Congress must pick leaders on calibre, potential: Jaitley
Says party should go back to its original centrist position
Ahead of his US visit starting Monday, finance minister Arun Jaitley has said the Congress is unlikely to substantially expand unless it “selects its leaders based on calibre and potential”, and goes back to its original centrist position.
Mr Jaitley’s remarks, in his address via video conference to the Berkeley India Conference, came less than a month after Congress vice-president Rahul Gandhi addressed students there.
Mr Jaitley said the Congress was now out of sync with the ground realities of India.
Washington, Oct. 8: Ahead of his US visit, finance minister Arun Jaitley has said the Congress is unlikely to substantially expand itself unless it “selects its leaders based on calibre and potential”, and goes back to its original centrist position.
Mr Jaitley’s remarks, in his keynote address — via video conference — to the Berkeley India Conference, came less than a month after Congress vice-president Rahul Gandhi addressed the students there.

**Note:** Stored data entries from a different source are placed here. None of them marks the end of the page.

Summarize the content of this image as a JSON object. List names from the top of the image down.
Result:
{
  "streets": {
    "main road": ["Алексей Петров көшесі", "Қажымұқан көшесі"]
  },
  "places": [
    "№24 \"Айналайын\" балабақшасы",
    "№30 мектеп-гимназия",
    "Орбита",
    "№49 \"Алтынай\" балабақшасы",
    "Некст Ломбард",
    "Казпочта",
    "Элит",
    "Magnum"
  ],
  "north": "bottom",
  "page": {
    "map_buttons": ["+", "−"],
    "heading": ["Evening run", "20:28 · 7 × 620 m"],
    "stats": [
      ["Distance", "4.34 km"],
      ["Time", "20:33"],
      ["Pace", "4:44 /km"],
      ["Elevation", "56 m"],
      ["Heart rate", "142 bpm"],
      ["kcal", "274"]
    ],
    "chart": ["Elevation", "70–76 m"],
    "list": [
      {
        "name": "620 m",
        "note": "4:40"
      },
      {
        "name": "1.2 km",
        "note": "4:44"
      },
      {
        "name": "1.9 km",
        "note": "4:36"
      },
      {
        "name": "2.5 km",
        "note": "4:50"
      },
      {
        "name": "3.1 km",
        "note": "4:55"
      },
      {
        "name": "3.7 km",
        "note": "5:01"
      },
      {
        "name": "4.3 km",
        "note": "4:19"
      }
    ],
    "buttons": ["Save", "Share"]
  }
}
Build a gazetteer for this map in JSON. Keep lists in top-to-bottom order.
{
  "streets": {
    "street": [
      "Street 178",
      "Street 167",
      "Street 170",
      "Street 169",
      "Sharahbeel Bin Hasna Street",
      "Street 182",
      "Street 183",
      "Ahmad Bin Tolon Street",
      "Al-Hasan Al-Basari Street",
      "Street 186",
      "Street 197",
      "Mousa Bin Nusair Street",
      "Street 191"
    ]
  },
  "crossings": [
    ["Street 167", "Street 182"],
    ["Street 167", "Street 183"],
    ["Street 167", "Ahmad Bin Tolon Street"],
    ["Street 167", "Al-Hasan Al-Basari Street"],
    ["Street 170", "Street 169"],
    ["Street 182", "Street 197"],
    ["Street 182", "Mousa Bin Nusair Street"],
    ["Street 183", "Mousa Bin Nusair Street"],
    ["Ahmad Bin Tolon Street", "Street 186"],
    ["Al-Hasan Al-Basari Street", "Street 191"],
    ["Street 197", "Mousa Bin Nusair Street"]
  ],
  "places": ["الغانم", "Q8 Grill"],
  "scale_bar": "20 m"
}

In response to a question, Mr Gandhi had said that dynastic politics was a “problem” in India, but maintained that a large number of people in his party did not have a dynastic background.
In his speech at Berkeley, Mr Gandhi had also slammed the politics of polarisation.
The Union finance minister is scheduled to arrive on nearly a weeklong visit to the US on Monday to interact with the US corporate world in New York and Boston and attend the annual meeting of International Monetary Fund and World Bank in Washington DC.
Responding to questions after delivering his key note address via video conference, Mr Jaitley said the Congress, which ruled the country for decades, is out of sync with the ground realities and aspirations of India as it exists now.
The main challenge before the Congress party is two fold, he said.
Historically and conventionally, the Congress occupied the centre space in India, the BJP leader said. They consistently did it through decades and that’s how they were the natural party of governance, he observed.
“In the last few years, if I may say so, this process started in 2004 with the establishment of National Advisory Council and has continued, and today I find that the position that they take on most issues is not the conventional Congress party’s centrist positions,” he noted.
“There are ideological agenda that are dictated by the ultra-left and they (Congress) end up being the cheer leaders as far as that is concerned,” Mr Jaitley said as he went on to take a dig at the leadership of the Congress itself.
“Secondly the party’s whole process of leadership creation within the party based on talent and potential and quality of an individual, does not just gel with the rest of aspirational India,” he said.